On the x axis, we can see the experience inputs that usually matter:

Cumulative and/or concurrent volume of the task or product.
Cumulative time spent.

On the y axis, we can see the proficiency outputs that usually matter:

Increasing efficiency of a task completed, or of a created product. We want to see decreasing cost and / or time spent on a particular process. Or for completing a product.
Increasing quality and/or performance of a task or product. The task should have fewer errors. The product should be higher quality.
Advancements or improvements over time. We want to see new and improved products launched. We want to see significant upgrades to work processes.

Those are typically the KPIs that matter for rate of learning by humans. And if we chart them, we can start to see the shape of the learning curve.

In my books, I cited two common types of learning by humans (most of this was BCG thinking). There was:

Cost-Focused Rate of Learning. Think aviation assembly and building Model T cars.

Product-Focused Rate of Learning. Think Steve Jobs. He was good at learning about changing technology and consumer behavior – and quickly and cost-effectively launching new products.

Product-Focused Rate of Learning naturally ties to innovation. You will hear consumer-obsessed companies like Alibaba and Amazon talk frequently about “data plus innovation” as their strategy. But I think they are mostly talking about product-focused rate of learning.

Ok. Now let’s try to extend this to KPIs for Rate of Learning by machines.

How Machine Learning Is Different

We can immediately see this is fundamentally different than human learning.

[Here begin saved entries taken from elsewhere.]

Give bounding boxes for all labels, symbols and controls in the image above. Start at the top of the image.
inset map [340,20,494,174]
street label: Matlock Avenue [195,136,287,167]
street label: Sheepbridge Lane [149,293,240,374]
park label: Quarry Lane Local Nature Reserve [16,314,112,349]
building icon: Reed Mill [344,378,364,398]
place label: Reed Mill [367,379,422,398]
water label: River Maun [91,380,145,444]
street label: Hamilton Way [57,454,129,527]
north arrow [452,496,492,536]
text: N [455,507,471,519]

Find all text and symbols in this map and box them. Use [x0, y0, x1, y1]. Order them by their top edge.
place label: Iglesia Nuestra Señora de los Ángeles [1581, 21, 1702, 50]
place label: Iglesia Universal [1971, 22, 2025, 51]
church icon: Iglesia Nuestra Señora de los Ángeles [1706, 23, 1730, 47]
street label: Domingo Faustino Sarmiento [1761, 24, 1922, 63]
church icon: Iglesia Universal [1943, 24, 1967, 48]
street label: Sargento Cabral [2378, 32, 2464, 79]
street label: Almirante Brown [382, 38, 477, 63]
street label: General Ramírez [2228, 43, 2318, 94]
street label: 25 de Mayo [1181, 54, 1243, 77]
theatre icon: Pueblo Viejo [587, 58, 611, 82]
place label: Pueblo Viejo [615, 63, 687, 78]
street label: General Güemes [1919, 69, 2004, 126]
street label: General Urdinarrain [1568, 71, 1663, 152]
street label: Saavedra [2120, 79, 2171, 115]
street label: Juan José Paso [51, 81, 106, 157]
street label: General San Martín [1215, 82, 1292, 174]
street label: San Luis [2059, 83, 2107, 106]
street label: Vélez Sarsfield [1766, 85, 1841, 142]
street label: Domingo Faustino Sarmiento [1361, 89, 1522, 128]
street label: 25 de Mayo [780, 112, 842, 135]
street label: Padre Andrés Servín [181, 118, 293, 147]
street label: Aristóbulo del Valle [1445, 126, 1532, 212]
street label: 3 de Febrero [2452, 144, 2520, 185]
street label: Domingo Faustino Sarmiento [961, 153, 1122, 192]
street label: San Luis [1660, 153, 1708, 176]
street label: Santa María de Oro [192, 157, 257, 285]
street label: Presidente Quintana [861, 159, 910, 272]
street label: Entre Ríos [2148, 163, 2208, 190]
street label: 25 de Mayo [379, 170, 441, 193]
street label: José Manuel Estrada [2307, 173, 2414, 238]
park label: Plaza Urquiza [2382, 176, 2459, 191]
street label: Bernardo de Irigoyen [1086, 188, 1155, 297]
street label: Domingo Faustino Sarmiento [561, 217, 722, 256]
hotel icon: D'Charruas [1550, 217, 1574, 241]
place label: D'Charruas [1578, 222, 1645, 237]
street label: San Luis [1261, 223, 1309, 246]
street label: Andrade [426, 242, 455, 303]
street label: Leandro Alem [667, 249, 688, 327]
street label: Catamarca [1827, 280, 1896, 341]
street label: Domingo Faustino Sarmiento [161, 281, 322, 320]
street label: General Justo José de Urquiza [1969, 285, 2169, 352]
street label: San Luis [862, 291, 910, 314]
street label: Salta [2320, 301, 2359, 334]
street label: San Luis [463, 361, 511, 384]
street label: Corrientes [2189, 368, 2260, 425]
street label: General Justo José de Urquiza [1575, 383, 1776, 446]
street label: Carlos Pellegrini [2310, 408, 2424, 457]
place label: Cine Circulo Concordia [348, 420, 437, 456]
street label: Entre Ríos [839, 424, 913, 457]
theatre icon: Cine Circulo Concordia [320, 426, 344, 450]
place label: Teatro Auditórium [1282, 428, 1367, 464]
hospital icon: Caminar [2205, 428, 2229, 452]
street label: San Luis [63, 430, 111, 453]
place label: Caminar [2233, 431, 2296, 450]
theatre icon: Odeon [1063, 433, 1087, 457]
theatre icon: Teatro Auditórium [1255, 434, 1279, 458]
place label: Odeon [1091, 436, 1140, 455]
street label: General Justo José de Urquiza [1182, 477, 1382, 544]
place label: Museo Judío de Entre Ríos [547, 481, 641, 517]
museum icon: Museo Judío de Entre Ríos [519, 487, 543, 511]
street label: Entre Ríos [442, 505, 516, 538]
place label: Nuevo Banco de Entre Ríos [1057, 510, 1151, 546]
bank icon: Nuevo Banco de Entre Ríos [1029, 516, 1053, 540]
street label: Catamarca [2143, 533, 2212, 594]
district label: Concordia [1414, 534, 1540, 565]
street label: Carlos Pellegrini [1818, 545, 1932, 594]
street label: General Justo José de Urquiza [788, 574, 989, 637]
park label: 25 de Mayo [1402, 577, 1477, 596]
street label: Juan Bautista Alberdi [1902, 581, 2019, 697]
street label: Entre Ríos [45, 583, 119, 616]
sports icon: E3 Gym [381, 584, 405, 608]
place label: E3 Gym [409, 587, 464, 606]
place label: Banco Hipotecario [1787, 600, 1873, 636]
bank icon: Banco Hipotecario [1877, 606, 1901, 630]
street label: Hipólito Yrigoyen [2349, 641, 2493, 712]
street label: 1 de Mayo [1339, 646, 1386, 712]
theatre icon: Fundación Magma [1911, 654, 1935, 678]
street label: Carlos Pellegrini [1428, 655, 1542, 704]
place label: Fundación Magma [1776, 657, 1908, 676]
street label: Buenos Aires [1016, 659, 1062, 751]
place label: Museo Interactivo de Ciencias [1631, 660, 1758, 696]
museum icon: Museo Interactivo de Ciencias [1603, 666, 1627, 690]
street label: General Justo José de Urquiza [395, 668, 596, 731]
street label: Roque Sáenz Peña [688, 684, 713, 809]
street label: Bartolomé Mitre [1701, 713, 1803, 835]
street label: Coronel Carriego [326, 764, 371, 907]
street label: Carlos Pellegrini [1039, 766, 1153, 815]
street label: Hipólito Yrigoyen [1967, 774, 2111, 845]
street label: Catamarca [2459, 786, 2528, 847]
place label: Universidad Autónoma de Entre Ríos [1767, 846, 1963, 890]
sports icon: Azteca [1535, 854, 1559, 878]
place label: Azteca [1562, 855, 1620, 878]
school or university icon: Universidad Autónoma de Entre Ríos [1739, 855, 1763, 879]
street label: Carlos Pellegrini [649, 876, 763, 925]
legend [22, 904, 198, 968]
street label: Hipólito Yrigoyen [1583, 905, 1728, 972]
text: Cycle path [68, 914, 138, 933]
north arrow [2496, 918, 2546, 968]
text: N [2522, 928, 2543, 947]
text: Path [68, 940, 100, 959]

Do machines, like humans, learn and become more proficient based on cumulative experience?

This was the core assumption of the previous framework. That for humans “practice makes perfect”.

And this is definitely a significant driver for machine learning. But is it the biggest driver of increasing proficiency in machine learning? Think about this:

Is proficiency mostly about the number of times a task or process has been done cumulatively? It is mostly about the number of units produced over time? Like producing lots of one type of car?
Is proficiency mostly about the number of times a task or process is being done concurrently? Is it about real time production? Such as the units produced per hour?
Is it about the time spent on an activity? Is there a Malcolm Gladwell 10,000-hour rule for machines?

I don’t think so.

Cumulative production can definitely be a factor. But I don’t think this is the primary driver for machine proficiency in most cases. I think the x axis of the learning curve is completely different for machines vs. humans.

Another question:

Do machines learn and become more proficient based on the volume of relevant data they access and process?

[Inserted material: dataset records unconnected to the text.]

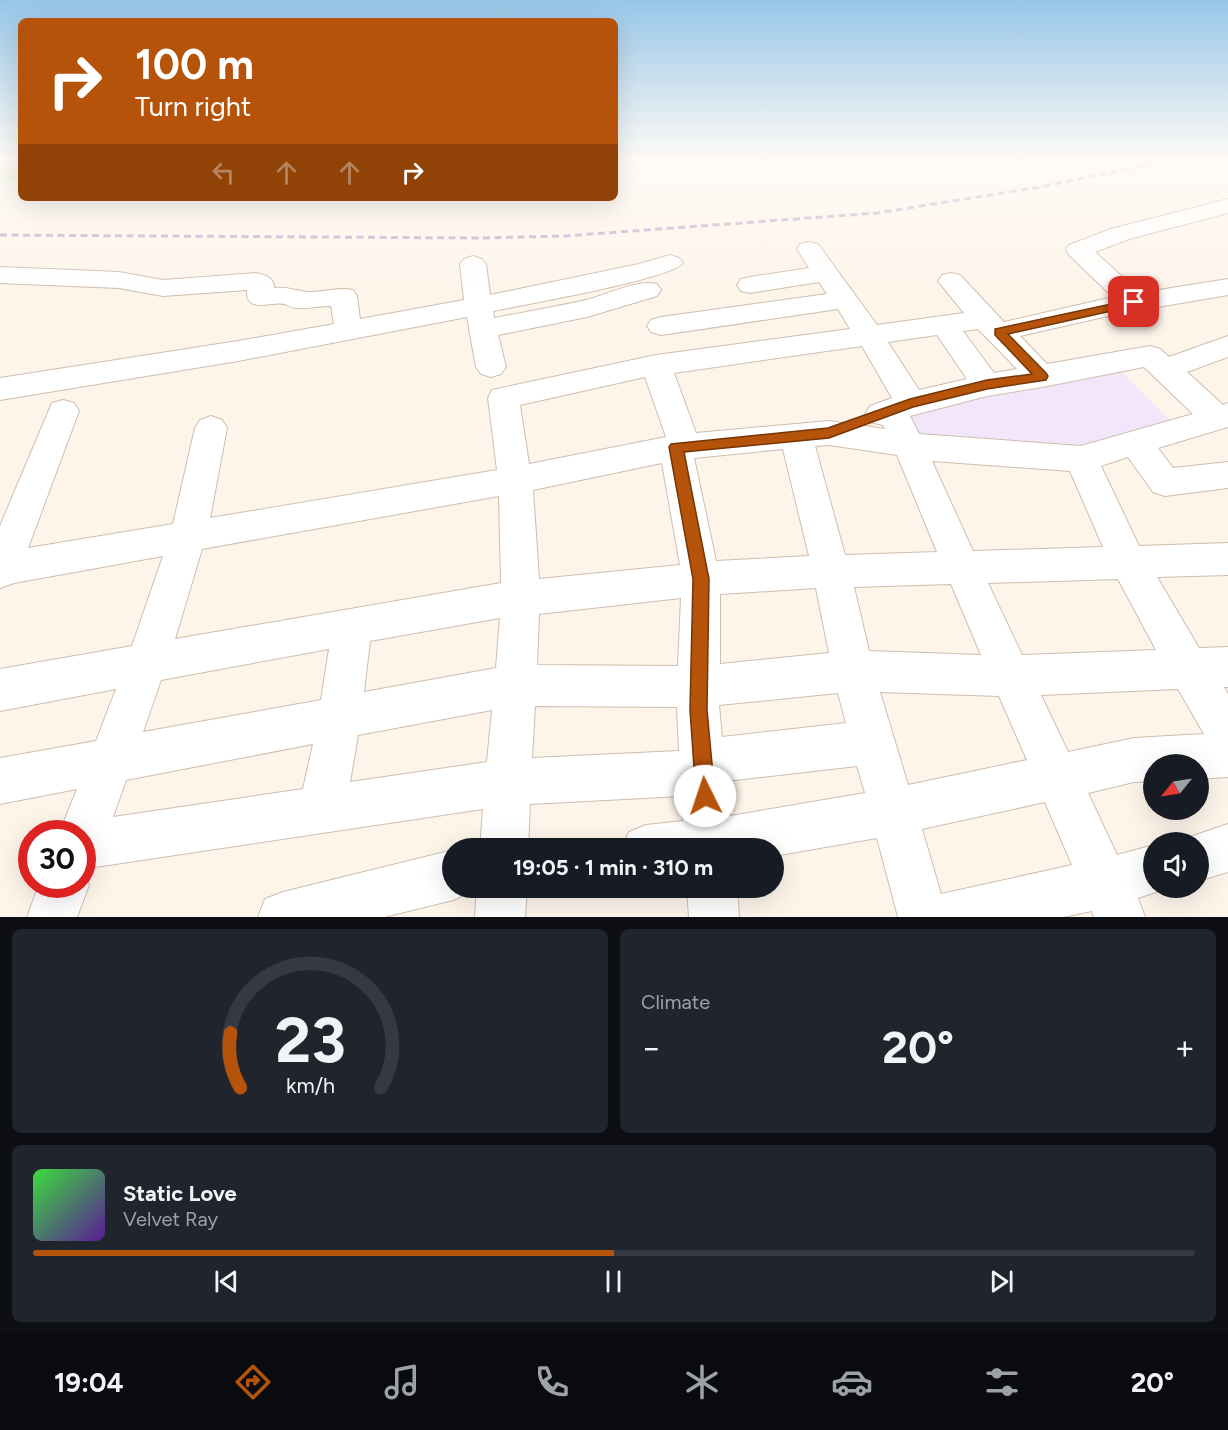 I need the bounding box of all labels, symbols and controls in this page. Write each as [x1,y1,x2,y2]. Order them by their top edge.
text: 100 m [135,39,254,90]
icon: right [36,42,114,120]
text: Turn right [135,90,251,123]
icon: left [207,156,240,189]
icon: ahead [270,156,303,189]
icon: ahead [333,156,366,189]
icon: right [396,156,429,189]
pin [1108,276,1159,327]
icon: arrive [1117,285,1150,318]
north arrow [1143,754,1209,820]
map controls [1143,754,1209,898]
position arrow [673,764,737,828]
speed limit sign: 30 [18,820,96,898]
button: sound [1143,832,1209,898]
text: 19:05 · 1 min · 310 m [513,854,713,881]
text: Climate [641,990,710,1014]
text: 23 [275,1003,345,1078]
text: 20° [882,1020,954,1074]
text: − [641,1028,662,1067]
text: + [1174,1028,1195,1067]
text: km/h [286,1073,334,1098]
text: Static Love [123,1180,237,1207]
text: Velvet Ray [123,1207,218,1231]
icon: previous [210,1265,243,1298]
icon: pause [597,1265,630,1298]
icon: next [985,1265,1018,1298]
icon: directions [232,1361,274,1403]
icon: music [381,1361,423,1403]
icon: phone [531,1361,573,1403]
icon: climate [681,1361,723,1403]
icon: car [831,1361,873,1403]
icon: filters [981,1361,1023,1403]
text: 19:04 [54,1366,124,1399]
text: 20° [1131,1366,1174,1399]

Recall from Baidu (I added the bold):

“The (ERNIE) model learns from large-scale knowledge maps and massive unstructured data, resulting in more efficient learning with strong interpretability.”

Is access to massive amounts of relevant data the biggest driver of proficiency?

I think it’s definitely in the top 3.

Access to data implies connectivity. Beyond the boundaries of a single firm. Is this about industry-wide connectivity and data access?

And what exactly is relevant data? Is it from users and their engagement? Is it passive data from cameras and IoT devices?

Also, is this cumulative or real-time data? Keep in mind, most models are not storing all this massive amount of data. They are ingesting massive amounts of data in real-time and then doing processing. So, is it about access or processing power? That’s a good question.

Do machines learn and become more proficient based on the scale of their computing power?

Is it about the access to big data volume or about having the computing power to process it?

Or is this about the advancing quality of a knowledge map over time?

Keep in mind, the data processing happens within advancing knowledge maps.

Again from Baidu (I added the bold):

“The (ERNIE) model learns from large-scale knowledge maps and massive unstructured data, resulting in more efficient learning with strong interpretability.”

But do these knowledge maps become better and better over time? Like with a relatively fixed set of knowledge like science and law.

Or do they become obsolete and must continually adapt? Like with traffic maps and what someone wants to watch next on TikTok?

Finally, where does increasing learning and proficiency by machines require the involvement of humans?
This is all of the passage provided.